Hester Hockin-Boyers (PhD student in Department of Sport and Exercise Sciences & Department of Sociology), Dr. Stacey Pope (Department of Sport and Exercise Sciences) and Dr. Kimberly Jamie from our Department of Sociology discuss the impact of social media on women’s mental health.
Social media plays a big role in modern life. One recent survey found that the average UK adult spends 102 minutes daily on social media platforms such as Facebook, Twitter and Instagram. However, in academic and popular discourse, social media use is understood to have negative consequences for body image and self-esteem, particularly among women and young people.
Body image research in this area has explored the impact of thinspiration (images that promote the thin ideal) and fitspiration (images that promote the fit ideal) content on women’s wellbeing and has found links between viewing these images and greater body dissatisfaction and negative mood. As a result, women are often encouraged to limit their ‘exposure’ to social media in order to protect their mental health. However, little work has considered the agency individuals possess to curate their social media feed through everyday acts (such as following/unfollowing/muting).
In our recently published research, we examined how a group who are perceived as particularly vulnerable to the negative effects of social media (female weightlifters in recovery from eating disorders) navigate digital environments. Based on a host of intensive interviews, we found that most women reported to regularly observe thin ideal and pro-eating disorder content online when suffering from an eating disorder, as well as fitspiration imagery when recovering through weightlifting. However, contrary to previous research which views women as ‘vulnerable’ to this kind of social media messaging, our study found that women develop experience-informed strategies to sift through harmful online content and create healthy digital environments.
The women interviewed spoke about taking personal responsibility for the content they follow and the messages they absorb. We coined the term ‘digital pruning’ to capture this process of unfollowing unhelpful or triggering content in the interests of wellbeing. Importantly, this is a long-term process which requires diligence and consistent upkeep.
To fully illustrate this metaphor- in order to cultivate a beautiful and healthy garden, one must regularly ‘weed out’ what does not serve this overall project. In the words of one participant in our study,
“Instagram is your personal magazine, and you curate your own magazine. And I try and do that with it. So I try and make sure that it’s, like, a healthy place for me to be, instead of somewhere where there’s like loads of people calorie counting and being like, “this is what’s in my food” or “this is my 4 hour workout”.
The language of digital pruning is also regularly observable within wellness spaces on social media, as users encourage their followers to ‘delete accounts that don’t nourish you’. In this way, digital pruning is framed as an act of self-care, and is advocated for alongside other strategies reported to improve wellbeing such as regular exercise and time in nature.
Content regulation on social media: whose responsibility?
The concept of digital pruning, we believe, opens up an interesting discussion for thinking about who is expected to take responsibility for harmful or triggering content online.

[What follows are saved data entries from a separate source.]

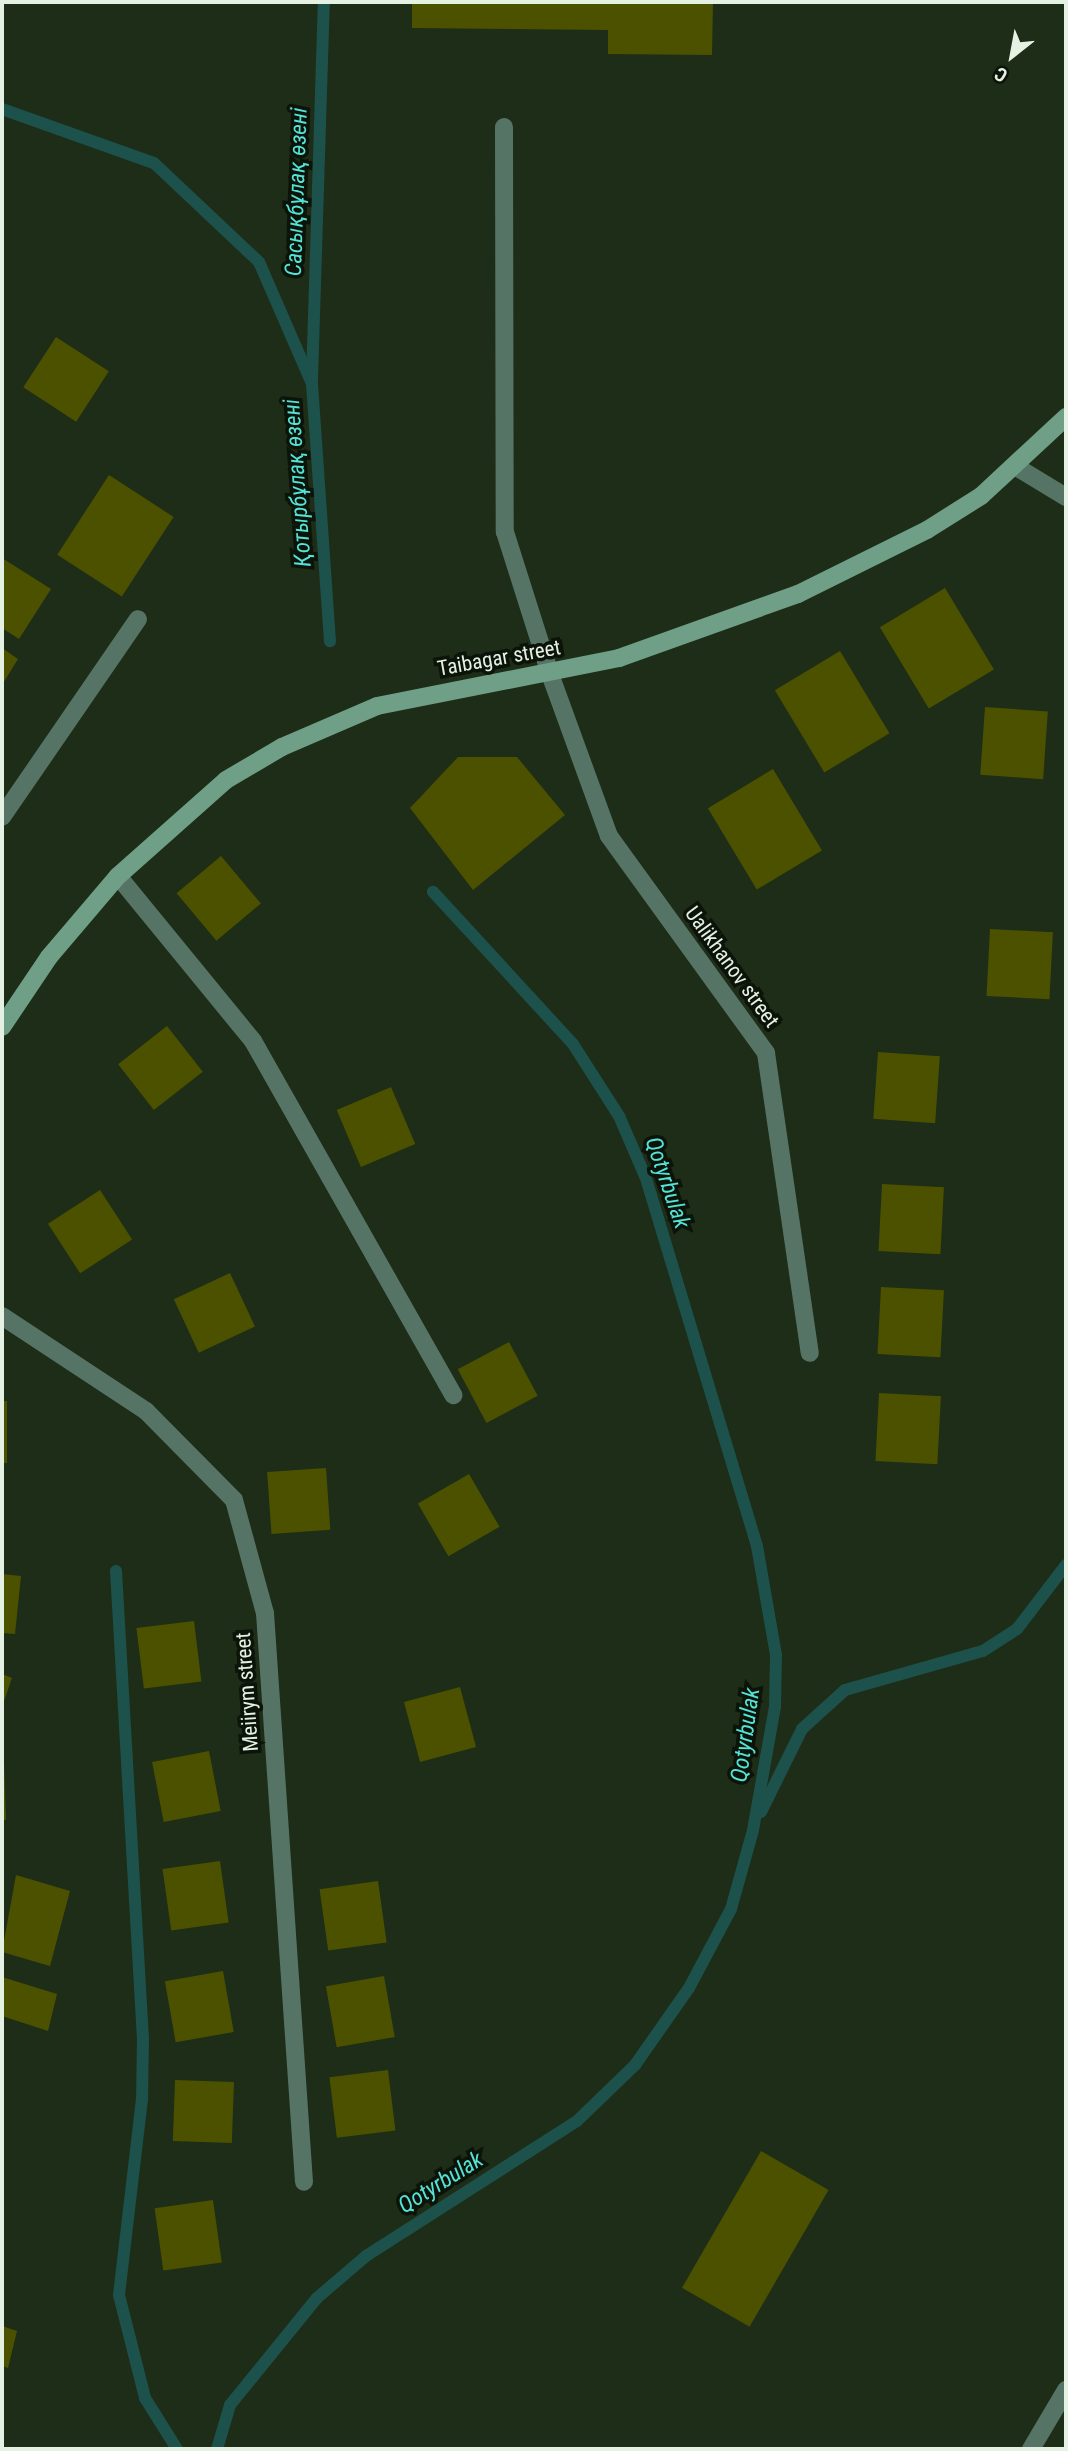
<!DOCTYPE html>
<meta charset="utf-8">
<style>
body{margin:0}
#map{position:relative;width:1068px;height:2451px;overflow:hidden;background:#1d2d17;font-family:"Roboto Condensed",sans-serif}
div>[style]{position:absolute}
.stream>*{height:12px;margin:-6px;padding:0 6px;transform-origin:6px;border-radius:6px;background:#1d514c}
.building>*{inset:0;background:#4c5100;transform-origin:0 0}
.service>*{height:18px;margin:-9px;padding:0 9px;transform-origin:9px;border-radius:9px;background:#567465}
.minor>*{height:18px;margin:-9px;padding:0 9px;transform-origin:9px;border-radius:9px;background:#567465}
.secondary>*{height:18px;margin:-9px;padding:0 9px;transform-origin:9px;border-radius:9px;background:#6f9f87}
span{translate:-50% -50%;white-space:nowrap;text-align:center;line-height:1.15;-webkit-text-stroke:7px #0c1309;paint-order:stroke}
.street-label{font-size:21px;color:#e5f1e2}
.water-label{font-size:23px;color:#54e3d6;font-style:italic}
.frame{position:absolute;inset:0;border:4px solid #e5f1e2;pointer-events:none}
.north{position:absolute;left:977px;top:21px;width:70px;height:70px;-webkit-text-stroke:5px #0c1309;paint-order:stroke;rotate:211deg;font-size:19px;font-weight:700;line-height:28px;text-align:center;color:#e5f1e2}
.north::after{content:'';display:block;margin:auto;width:24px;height:32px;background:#e5f1e2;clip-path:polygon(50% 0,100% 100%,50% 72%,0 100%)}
</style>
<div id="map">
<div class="stream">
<i style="left:2px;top:109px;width:161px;rotate:19.6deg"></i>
<i style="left:154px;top:163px;width:144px;rotate:43.3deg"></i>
<i style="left:259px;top:262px;width:133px;rotate:66.5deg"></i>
<i style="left:312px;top:384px;width:258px;rotate:86deg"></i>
<i style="left:312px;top:379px;width:377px;rotate:-88.2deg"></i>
<i style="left:116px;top:1571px;width:468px;rotate:86.7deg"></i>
<i style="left:143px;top:2038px;width:61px;rotate:90.9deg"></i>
<i style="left:142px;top:2099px;width:197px;rotate:96.7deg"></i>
<i style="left:119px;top:2295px;width:106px;rotate:75.8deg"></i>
<i style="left:145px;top:2398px;width:60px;rotate:57.9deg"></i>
<i style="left:761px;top:1812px;width:93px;rotate:-63.7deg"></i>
<i style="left:802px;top:1729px;width:58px;rotate:-42.2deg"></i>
<i style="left:845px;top:1690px;width:143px;rotate:-15.8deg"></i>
<i style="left:983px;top:1651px;width:40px;rotate:-32.9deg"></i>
<i style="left:1017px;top:1629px;width:81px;rotate:-52.6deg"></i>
<i style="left:217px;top:2449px;width:46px;rotate:-73.5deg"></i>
<i style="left:230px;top:2405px;width:138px;rotate:-50.9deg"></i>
<i style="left:317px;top:2298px;width:65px;rotate:-40.6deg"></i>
<i style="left:366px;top:2256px;width:250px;rotate:-32.6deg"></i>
<i style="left:577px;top:2121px;width:81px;rotate:-44deg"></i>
<i style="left:635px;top:2065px;width:94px;rotate:-55deg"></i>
<i style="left:689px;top:1988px;width:89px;rotate:-62deg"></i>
<i style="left:731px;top:1909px;width:82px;rotate:-74.4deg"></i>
<i style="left:753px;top:1830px;width:125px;rotate:-79.9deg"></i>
<i style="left:775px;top:1707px;width:52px;rotate:-88.9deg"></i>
<i style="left:776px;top:1655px;width:111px;rotate:-99.9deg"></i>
<i style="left:757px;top:1546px;width:387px;rotate:-106.8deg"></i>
<i style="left:645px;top:1176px;width:65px;rotate:-113.4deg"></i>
<i style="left:619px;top:1116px;width:85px;rotate:-122.6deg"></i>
<i style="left:573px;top:1044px;width:207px;rotate:-132.6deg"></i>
</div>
<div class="building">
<i style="clip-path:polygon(412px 2px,713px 2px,712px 55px,608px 54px,608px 30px,412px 28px)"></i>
<i style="left:56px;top:337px;width:63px;height:60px;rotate:33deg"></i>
<i style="left:109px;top:475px;width:77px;height:95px;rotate:33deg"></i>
<i style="clip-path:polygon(2px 558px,51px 589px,19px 639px,2px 628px)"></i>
<i style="left:945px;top:588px;width:95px;height:76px;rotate:59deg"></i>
<i style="clip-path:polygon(2px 648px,18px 659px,2px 685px)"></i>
<i style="left:840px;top:651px;width:96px;height:76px;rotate:59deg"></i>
<i style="left:985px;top:707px;width:63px;height:68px;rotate:4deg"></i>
<i style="clip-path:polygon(458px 757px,517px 757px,565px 815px,473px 890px,410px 808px)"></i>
<i style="left:773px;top:769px;width:95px;height:76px;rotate:59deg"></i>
<i style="left:221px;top:856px;width:62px;height:58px;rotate:50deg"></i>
<i style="left:990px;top:929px;width:63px;height:67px;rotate:3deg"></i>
<i style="left:167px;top:1026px;width:58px;height:62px;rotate:52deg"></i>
<i style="left:878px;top:1052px;width:62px;height:67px;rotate:4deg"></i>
<i style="left:391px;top:1087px;width:62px;height:59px;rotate:67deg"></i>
<i style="left:882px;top:1184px;width:62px;height:67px;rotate:3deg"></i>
<i style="left:100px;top:1190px;width:59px;height:62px;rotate:57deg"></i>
<i style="left:230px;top:1273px;width:59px;height:62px;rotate:65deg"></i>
<i style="left:881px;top:1287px;width:63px;height:67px;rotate:3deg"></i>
<i style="left:509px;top:1342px;width:61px;height:58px;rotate:62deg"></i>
<i style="left:879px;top:1393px;width:62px;height:68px;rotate:3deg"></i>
<i style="left:2px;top:1401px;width:5px;height:62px"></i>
<i style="left:326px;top:1468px;width:62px;height:59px;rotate:86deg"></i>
<i style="left:469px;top:1474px;width:61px;height:59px;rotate:60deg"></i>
<i style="clip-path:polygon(2px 1574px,21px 1576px,15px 1634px,2px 1633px)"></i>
<i style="left:194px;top:1621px;width:61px;height:58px;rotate:83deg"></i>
<i style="clip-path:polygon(2px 1674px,12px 1678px,2px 1707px)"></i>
<i style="left:460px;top:1687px;width:62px;height:58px;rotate:75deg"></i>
<i style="left:209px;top:1751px;width:61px;height:58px;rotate:79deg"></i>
<i style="clip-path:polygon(2px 1761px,4px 1761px,6px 1820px,2px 1820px)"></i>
<i style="left:220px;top:1861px;width:62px;height:58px;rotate:82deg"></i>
<i style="clip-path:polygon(16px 1875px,70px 1891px,50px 1966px,2px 1952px)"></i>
<i style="left:378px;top:1881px;width:62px;height:59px;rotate:82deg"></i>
<i style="left:223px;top:1971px;width:62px;height:59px;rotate:80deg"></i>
<i style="left:384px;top:1976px;width:62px;height:59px;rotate:80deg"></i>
<i style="clip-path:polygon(2px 1977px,57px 1994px,48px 2031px,2px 2016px)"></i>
<i style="left:388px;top:2070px;width:61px;height:59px;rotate:83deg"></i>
<i style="left:175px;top:2080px;width:59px;height:61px;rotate:2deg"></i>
<i style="left:761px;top:2151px;width:78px;height:158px;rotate:30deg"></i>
<i style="left:213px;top:2200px;width:63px;height:59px;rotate:82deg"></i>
<i style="clip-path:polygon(2px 2326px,17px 2331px,8px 2368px,2px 2366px)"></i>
</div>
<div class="service">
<i style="left:504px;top:127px;width:405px;rotate:89.9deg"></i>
<i style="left:505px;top:532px;width:149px;rotate:72.4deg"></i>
<i style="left:1018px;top:468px;width:56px;rotate:31.1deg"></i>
<i style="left:1031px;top:2449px;width:69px;rotate:-59.3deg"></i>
</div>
<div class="minor">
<i style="left:550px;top:674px;width:172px;rotate:70deg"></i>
<i style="left:609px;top:836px;width:268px;rotate:54.1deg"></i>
<i style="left:766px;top:1053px;width:303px;rotate:81.7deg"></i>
<i style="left:2px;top:817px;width:240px;rotate:-55.5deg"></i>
<i style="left:118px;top:876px;width:213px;rotate:50.7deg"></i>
<i style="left:253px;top:1041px;width:407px;rotate:60.5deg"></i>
<i style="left:2px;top:1316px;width:173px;rotate:33.4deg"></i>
<i style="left:146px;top:1411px;width:125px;rotate:45.3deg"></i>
<i style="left:234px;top:1500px;width:117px;rotate:74.7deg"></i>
<i style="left:265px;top:1613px;width:570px;rotate:86.08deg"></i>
</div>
<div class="secondary">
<i style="left:2px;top:1027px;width:84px;rotate:-56.1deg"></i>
<i style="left:49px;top:957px;width:106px;rotate:-49.6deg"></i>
<i style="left:118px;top:876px;width:144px;rotate:-41.6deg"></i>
<i style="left:226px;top:780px;width:65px;rotate:-30.5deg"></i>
<i style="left:282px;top:747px;width:103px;rotate:-23.3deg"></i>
<i style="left:377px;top:706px;width:247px;rotate:-11.2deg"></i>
<i style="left:619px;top:658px;width:190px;rotate:-19.7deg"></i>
<i style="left:798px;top:594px;width:144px;rotate:-26.4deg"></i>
<i style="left:927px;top:530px;width:64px;rotate:-32.2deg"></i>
<i style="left:981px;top:496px;width:116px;rotate:-42.9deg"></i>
</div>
<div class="street-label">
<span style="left:499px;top:658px;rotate:-10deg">Taibagar street</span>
<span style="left:732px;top:967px;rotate:54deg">Ualikhanov street</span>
<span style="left:247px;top:1692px;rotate:-94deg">Meiirym street</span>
</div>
<div class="water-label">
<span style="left:297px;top:192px;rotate:-88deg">Сасықбұлақ өзені</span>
<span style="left:298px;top:483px;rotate:-94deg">Қотырбұлақ өзені</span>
<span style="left:667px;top:1183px;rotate:71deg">Qotyrbulak</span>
<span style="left:746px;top:1735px;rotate:-82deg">Qotyrbulak</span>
<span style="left:441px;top:2183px;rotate:-32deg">Qotyrbulak</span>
</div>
<div class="frame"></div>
<div class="north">С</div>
</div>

Digital pruning is labour-intensive; it requires self-knowledge and an awareness of one’s personal triggers. However, women do not necessarily all have equal access to the skills or emotional energy that are required to successfully engage in digital pruning as a practice. In this way, while the women in this study effectively managed their social media feeds, this may not be possible for all populations.
To combat inequalities in people’s ability to critically engage with online content, body image researchers have done a great deal of work around developing media-literacy interventions. These interventions aim to protect ‘at risk’ groups (such as young women) from harmful media-effects by equipping them with the knowledge and skills to assess, analyse and create content online. However, the idea that we need to make women more resilient to harmful media content surely absolves platforms, advertisers, and those with the greatest influence from accountability.
In many ways, digital pruning and the underlying emphasis on personal choice, may be preventing us from taking collective action to make online environments safer. By digital pruning, users are ‘looking out for themselves’ instead of challenging harmful or sexist messaging as and when they encounter it. As a result, some of the more problematic content on social media (for example, the promotion of diet culture) may continue to grow.
What our research makes clear is that we need to move away from stereotypes of women as passive victims of social media. Our findings show that some women are taking personal responsibility for what they consume and produce on online and are successfully creating healthy and supportive social media feeds as a result. However, there is also an urgent need for more communally minded approaches to making online spaces safe, such as embedding feminist principles within content regulation policy.